“On the day of the murder, Ogün Samast came to the Internet café we run. He chatted online with someone for two-and-a-half hours. I saw that he was very excited when chatting. I was the first person who gave a description of him to the police,” Cavit Kılıç said during yesterday’s hearing at the İstanbul 14th Criminal Court.
Judge Resul Çakır read documents sent to the court during the hearing. Çakır said the Gendarmerie General Command had sent a statement refuting claims by a secret witness who said during the previous hearing that he worked for JİTEM, a secret and illegal military intelligence agency, and was paid by the İstanbul Gendarmerie Central Command. The command said the secret witness, Erhan Özen, never did work within the body of JİTEM.
On May 11, Özen said a group of people were tasked with taking pictures of the surroundings of Agos and that he was part of that team.

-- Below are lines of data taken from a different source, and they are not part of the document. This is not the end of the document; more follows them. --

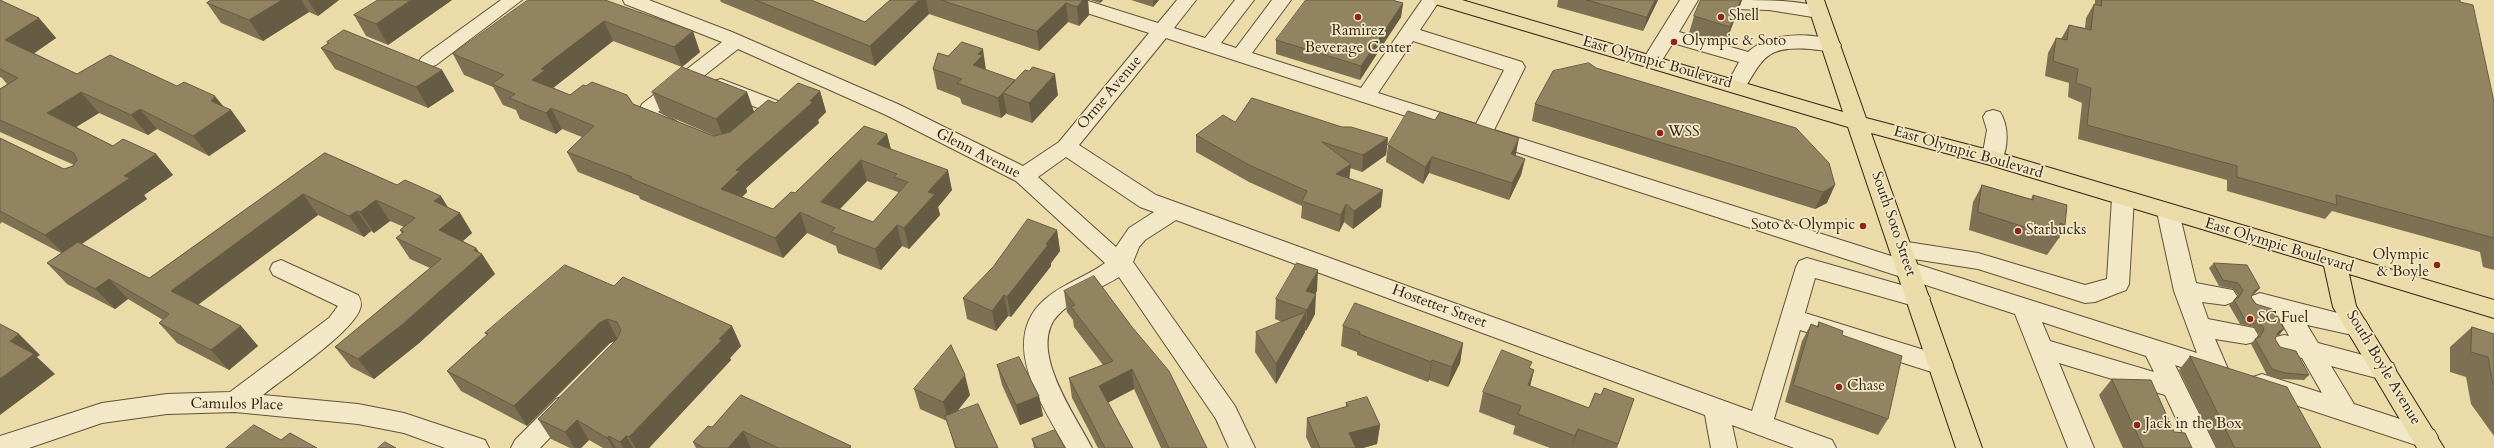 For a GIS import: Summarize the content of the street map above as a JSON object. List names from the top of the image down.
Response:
{
  "streets": {
    "main road": ["East Olympic Boulevard", "South Soto Street", "South Boyle Avenue"],
    "street": [
      "Orme Avenue",
      "Glenn Avenue",
      "Hostetter Street",
      "Camulos Place"
    ]
  },
  "crossings": [
    ["East Olympic Boulevard", "South Soto Street"],
    ["East Olympic Boulevard", "South Boyle Avenue"],
    ["Orme Avenue", "Glenn Avenue"],
    ["Orme Avenue", "Hostetter Street"]
  ],
  "places": [
    "Ramirez Beverage Center",
    "Shell",
    "Olympic & Soto",
    "WSS",
    "Soto & Olympic",
    "Starbucks",
    "Olympic & Boyle",
    "SC Fuel",
    "Chase",
    "Jack in the Box"
  ]
} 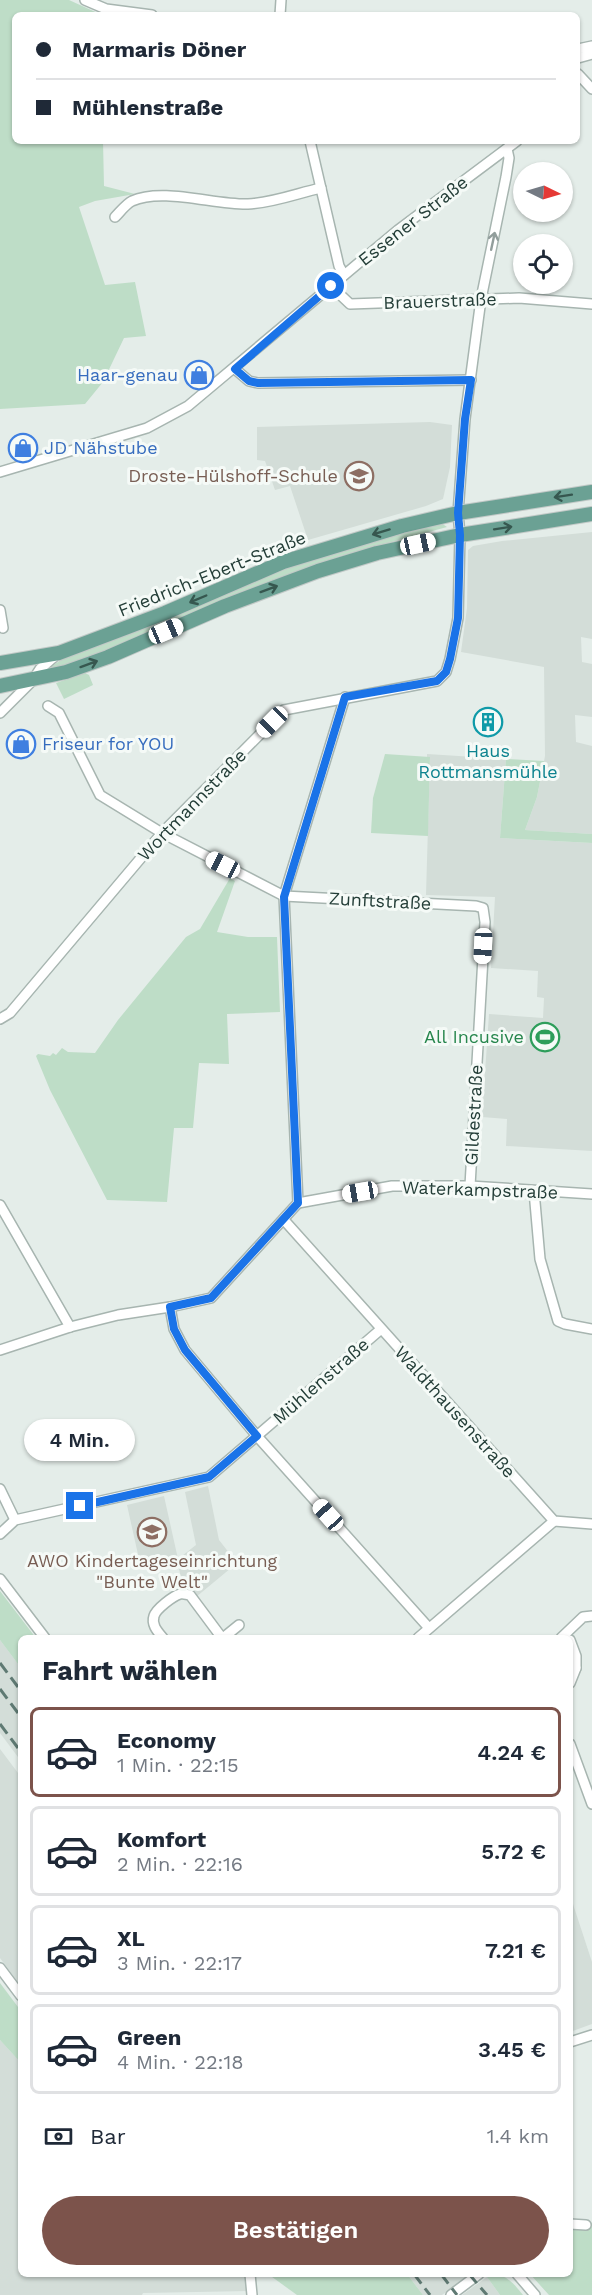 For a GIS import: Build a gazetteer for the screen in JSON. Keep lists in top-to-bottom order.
{
  "streets": {
    "main road": ["Friedrich-Ebert-Straße"],
    "street": [
      "Essener Straße",
      "Brauerstraße",
      "Wortmannstraße",
      "Zunftstraße",
      "Gildestraße",
      "Waterkampstraße",
      "Mühlenstraße",
      "Waldthausenstraße"
    ]
  },
  "crossings": [
    ["Essener Straße", "Brauerstraße"],
    ["Friedrich-Ebert-Straße", "Wortmannstraße"],
    ["Zunftstraße", "Gildestraße"],
    ["Gildestraße", "Waterkampstraße"],
    ["Mühlenstraße", "Waldthausenstraße"]
  ],
  "places": {
    "shop": ["Haar-genau", "JD Nähstube", "Friseur for YOU"],
    "school or university": ["Droste-Hülshoff-Schule", "AWO Kindertageseinrichtung \"Bunte Welt\""],
    "building": ["Haus Rottmansmühle"],
    "sports": ["All Incusive"]
  },
  "north": "right",
  "page": {
    "banner": ["Marmaris Döner", "Mühlenstraße"],
    "bubble": "4 Min.",
    "heading": "Fahrt wählen",
    "list": [
      {
        "name": "Economy",
        "note": "1 Min. · 22:15",
        "value": "4.24 €"
      },
      {
        "name": "Komfort",
        "note": "2 Min. · 22:16",
        "value": "5.72 €"
      },
      {
        "name": "XL",
        "note": "3 Min. · 22:17",
        "value": "7.21 €"
      },
      {
        "name": "Green",
        "note": "4 Min. · 22:18",
        "value": "3.45 €"
      }
    ],
    "pay": ["Bar", "1.4 km"],
    "buttons": "Bestätigen"
  }
}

In 2007, Dink was fatally shot by a teenager outside the headquarters of the Agos weekly, where he was editor-in-chief. Dink’s friends, his family and rights groups have complained that although the suspected perpetrator and his immediate accomplices have been arrested and put on trial, those who masterminded the plot to kill him have yet to be identified.
Although police arrested the suspected gunman, Samast, and an associate, Yasin Hayal, a few days after Dink’s murder, those higher-ups who may have planned the murder are still a matter of concern for many.